And while we're on the subject, can someone please explain capacitors to
me... I've been reading The Art of Electronics, and gotten confused. As
I understood (before and after reading), caps hold charge (like a
buffer?)... I guessed that the cap recommended across Vdd and Vss on my
pic just "swallowed" up any little spikes, and sent them back to ground,
rather than through the pic. What would a cap on each leg of the crystal
do - to me, it looks like the whole thing would just go to ground
(They're very very small caps!) and the pin would see hardly anything?
Do I misunderstand? :(


Well, it's not quite that straightforward. You usually count a bunch of
short intervals (like milliseconds) and then do something important when
1000 have gone by. A common housekeeping interrupt loop time is 10mS.
Every 100 interrupts you could add one to a seconds counter. Timer2 is
real good at this kind of stuff, but I like to use it for other things.
Timer0 is kinda weak (only 8 bits), but it's handy. ;-)
Sounds fair enough - my only worry now, is getting into the realms of
"threading"... Like the "random" failure I described before - not having
anything in my code assuming a register x instructions further up holds
the same value, since an interrupt may have fired in between and changed
it!!


Btw, is 4Mhz 4 million instructions per second? Guess I need to make

No, it's 1 million instructions per second. The clock is divided by 4
as every instruction cycle consists of 4 Q states. 4MHz is a nice clock
speed because every (single cycle) instruction takes 1uS to execute.
Right, even easier to remember! :)


When an interrupt occurs, the GIE flag is cleared. This prevents the
scenario you described. When the ISR returns, it uses a retfie
instruction which sets the GIE bit again so that another interrupt can
occur. If you forget to clear the flag for the interrupt that you just
processed, then you'll be processing it again as soon as you execute the
retfie. ;-) This is a common mistake for newbies.
I read about that... I'm sure I won't make that mistake...
(well, I won't post it here when I do, at least ;-))

--
Danny
 
"Danny T" <danny@nospam.oops> wrote in message
news:41ea6be5$0$73995$ed2619ec@ptn-nntp-reader03.plus.net...
Anthony Fremont wrote:

I'm bad about not finishing my projects all the way. I breadboard
them
up, tinker with them till they work and then get bored and move on
to
something else. I'm going to solder up my clock listening project
since
I actually have some use for that. ;-)

What's that do?
It listens to a pendulum clock ticking and measures the time between the
ticks and tocks. I've got it working pretty well right now. It's got
two LEDs that ping-pong in sync with the tick-tock for a visual
reference that it's working. It also prints the time between beats to
an LCD for balancing the beat. I'm going to have it calculate the
number of beats per hour to help speed up pendulum length adjustments.
I have one old clock that keeps time with an accuracy of a few seconds
per week. Not bad for something on the order of 125 years old, huh?

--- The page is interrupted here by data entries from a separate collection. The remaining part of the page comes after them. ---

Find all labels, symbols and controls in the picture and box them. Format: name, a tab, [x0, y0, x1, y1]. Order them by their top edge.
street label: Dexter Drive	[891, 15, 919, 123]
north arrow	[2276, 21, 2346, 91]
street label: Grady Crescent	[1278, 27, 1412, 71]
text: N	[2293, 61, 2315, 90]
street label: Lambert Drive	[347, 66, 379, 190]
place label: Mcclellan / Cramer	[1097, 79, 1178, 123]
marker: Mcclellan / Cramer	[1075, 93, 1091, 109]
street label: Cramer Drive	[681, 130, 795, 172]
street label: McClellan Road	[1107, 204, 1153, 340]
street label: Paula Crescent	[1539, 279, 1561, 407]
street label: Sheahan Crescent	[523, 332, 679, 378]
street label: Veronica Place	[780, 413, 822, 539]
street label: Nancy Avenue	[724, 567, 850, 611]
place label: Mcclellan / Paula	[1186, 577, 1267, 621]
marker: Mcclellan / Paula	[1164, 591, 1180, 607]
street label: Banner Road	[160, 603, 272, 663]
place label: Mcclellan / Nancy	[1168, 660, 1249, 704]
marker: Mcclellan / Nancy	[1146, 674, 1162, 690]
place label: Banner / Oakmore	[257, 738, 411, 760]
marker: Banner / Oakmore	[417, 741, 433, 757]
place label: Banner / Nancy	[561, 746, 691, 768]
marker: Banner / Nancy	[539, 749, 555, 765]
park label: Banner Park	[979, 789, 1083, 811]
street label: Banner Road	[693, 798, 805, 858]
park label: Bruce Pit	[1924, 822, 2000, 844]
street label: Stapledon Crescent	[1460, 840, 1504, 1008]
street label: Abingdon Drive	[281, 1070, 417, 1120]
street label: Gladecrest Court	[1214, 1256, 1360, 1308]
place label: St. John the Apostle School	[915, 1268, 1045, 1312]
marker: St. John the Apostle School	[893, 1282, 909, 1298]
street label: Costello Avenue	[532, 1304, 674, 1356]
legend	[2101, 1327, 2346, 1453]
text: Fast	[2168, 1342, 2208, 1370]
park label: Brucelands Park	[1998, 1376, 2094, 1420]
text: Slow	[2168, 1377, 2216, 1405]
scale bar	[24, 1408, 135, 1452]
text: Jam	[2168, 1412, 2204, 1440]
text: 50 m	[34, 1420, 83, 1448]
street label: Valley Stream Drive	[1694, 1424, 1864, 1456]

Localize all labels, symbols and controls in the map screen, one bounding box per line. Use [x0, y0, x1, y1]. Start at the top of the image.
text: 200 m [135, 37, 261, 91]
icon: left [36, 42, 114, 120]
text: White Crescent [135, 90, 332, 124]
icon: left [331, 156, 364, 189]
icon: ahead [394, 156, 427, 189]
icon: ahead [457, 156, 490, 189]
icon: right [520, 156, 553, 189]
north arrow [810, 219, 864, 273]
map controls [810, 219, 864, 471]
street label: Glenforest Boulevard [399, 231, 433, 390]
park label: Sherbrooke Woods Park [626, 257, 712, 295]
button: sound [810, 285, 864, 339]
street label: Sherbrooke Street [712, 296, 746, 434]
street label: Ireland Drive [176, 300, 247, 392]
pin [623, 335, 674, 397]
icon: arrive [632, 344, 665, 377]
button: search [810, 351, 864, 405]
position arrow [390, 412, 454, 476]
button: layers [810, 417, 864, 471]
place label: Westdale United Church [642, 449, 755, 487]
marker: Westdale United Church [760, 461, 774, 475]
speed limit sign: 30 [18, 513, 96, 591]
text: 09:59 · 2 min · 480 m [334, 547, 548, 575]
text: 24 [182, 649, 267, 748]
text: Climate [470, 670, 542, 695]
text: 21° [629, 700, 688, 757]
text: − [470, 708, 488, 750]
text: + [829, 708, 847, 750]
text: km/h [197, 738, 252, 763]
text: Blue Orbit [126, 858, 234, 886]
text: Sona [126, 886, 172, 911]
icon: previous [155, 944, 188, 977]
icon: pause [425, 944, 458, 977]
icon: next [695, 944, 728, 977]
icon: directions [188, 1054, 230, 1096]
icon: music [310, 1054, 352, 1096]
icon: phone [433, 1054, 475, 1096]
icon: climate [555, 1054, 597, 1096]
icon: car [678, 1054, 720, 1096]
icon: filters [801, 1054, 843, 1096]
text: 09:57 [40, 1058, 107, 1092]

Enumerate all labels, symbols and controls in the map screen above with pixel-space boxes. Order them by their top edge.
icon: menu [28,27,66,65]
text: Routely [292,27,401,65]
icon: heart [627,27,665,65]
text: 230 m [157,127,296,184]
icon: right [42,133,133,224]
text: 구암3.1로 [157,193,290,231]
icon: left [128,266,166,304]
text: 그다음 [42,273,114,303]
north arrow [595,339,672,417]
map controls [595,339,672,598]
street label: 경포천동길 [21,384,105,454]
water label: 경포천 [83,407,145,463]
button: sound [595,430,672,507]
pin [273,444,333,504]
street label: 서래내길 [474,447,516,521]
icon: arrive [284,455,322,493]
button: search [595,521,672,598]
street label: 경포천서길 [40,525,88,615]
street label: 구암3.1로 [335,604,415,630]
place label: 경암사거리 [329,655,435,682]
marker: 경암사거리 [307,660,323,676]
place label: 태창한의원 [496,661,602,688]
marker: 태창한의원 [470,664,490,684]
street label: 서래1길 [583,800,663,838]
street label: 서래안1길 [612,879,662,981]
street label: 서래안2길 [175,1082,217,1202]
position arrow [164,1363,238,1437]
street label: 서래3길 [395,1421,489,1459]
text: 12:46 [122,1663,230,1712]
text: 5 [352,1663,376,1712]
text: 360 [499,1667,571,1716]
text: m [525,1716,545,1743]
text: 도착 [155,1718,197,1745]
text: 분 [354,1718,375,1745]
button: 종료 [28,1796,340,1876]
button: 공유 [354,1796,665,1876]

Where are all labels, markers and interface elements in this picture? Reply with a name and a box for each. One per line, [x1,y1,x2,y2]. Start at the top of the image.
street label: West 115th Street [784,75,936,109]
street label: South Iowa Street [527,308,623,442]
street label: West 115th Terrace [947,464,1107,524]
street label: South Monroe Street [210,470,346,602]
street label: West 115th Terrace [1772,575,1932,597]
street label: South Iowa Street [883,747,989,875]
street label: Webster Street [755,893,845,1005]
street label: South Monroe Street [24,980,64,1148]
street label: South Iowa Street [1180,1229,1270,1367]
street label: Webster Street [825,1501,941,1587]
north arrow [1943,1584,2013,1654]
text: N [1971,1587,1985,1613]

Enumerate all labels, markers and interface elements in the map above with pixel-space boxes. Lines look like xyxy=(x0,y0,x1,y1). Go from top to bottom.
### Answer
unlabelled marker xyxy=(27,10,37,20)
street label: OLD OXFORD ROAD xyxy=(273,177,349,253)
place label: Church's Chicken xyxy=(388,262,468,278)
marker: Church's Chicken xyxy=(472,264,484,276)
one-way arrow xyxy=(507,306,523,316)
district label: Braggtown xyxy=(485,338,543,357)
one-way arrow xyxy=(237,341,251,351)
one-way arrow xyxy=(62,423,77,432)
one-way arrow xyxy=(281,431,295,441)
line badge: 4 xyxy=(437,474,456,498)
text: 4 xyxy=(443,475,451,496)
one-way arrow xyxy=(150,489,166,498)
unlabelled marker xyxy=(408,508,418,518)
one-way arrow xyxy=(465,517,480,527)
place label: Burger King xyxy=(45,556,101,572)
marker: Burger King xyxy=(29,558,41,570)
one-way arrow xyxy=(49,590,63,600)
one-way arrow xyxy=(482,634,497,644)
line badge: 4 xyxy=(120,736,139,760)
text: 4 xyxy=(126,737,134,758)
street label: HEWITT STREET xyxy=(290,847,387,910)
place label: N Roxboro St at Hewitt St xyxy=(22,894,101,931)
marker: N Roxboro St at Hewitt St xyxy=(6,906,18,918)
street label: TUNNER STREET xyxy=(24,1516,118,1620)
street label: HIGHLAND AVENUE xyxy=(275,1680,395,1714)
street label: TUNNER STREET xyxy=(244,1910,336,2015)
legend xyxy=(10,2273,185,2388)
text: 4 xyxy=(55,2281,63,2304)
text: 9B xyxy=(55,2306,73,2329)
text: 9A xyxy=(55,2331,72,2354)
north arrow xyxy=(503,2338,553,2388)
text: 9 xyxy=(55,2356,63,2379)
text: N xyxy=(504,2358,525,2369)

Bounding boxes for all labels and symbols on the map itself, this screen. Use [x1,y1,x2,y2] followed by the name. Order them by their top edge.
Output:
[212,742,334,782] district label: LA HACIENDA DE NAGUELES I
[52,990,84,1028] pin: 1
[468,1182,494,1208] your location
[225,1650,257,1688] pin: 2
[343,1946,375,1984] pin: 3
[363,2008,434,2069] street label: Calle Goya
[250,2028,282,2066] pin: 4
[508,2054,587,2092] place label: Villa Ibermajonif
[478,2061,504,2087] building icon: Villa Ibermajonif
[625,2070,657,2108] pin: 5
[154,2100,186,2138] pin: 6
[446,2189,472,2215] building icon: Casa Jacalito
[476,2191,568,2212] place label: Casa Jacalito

I'm going to solder it up and add support for an optical detector or
two. I'm basically making something similar to this: (not for sale,
just for me ;-)
http://www.bmumford.com/microset.html
I collect old clocks, most of which don't work when I get them,
otherwise I couldn't afford them. Proper tools are hard to come by and
usually quite expensive. Brian's device is quite sophisticated and well
worth what he wants for it, but it's too expensive and too much of a
luxury for my blood. I don't need all the features, just a couple would
be nice. The ability to count the beats in one revolution of the minute
hand would be a huge timesaver for fitting a new pendulum, that's where
the optical sensor comes in. You just let the clock tick off an hour
(takes about 5 minutes with no pendulum attached) while you count the
number of ticks (optically or acoustically). This gives you the beats
per hour for that particular movement (timepiece). You then fit a
pendulum and adjust it in real time while looking at a real time beats
per hour display. Finally, adjust the length until it's right on with
what was calculated earlier. A job that used to consume days of trial
and error tinkering can now be done way less than two hours.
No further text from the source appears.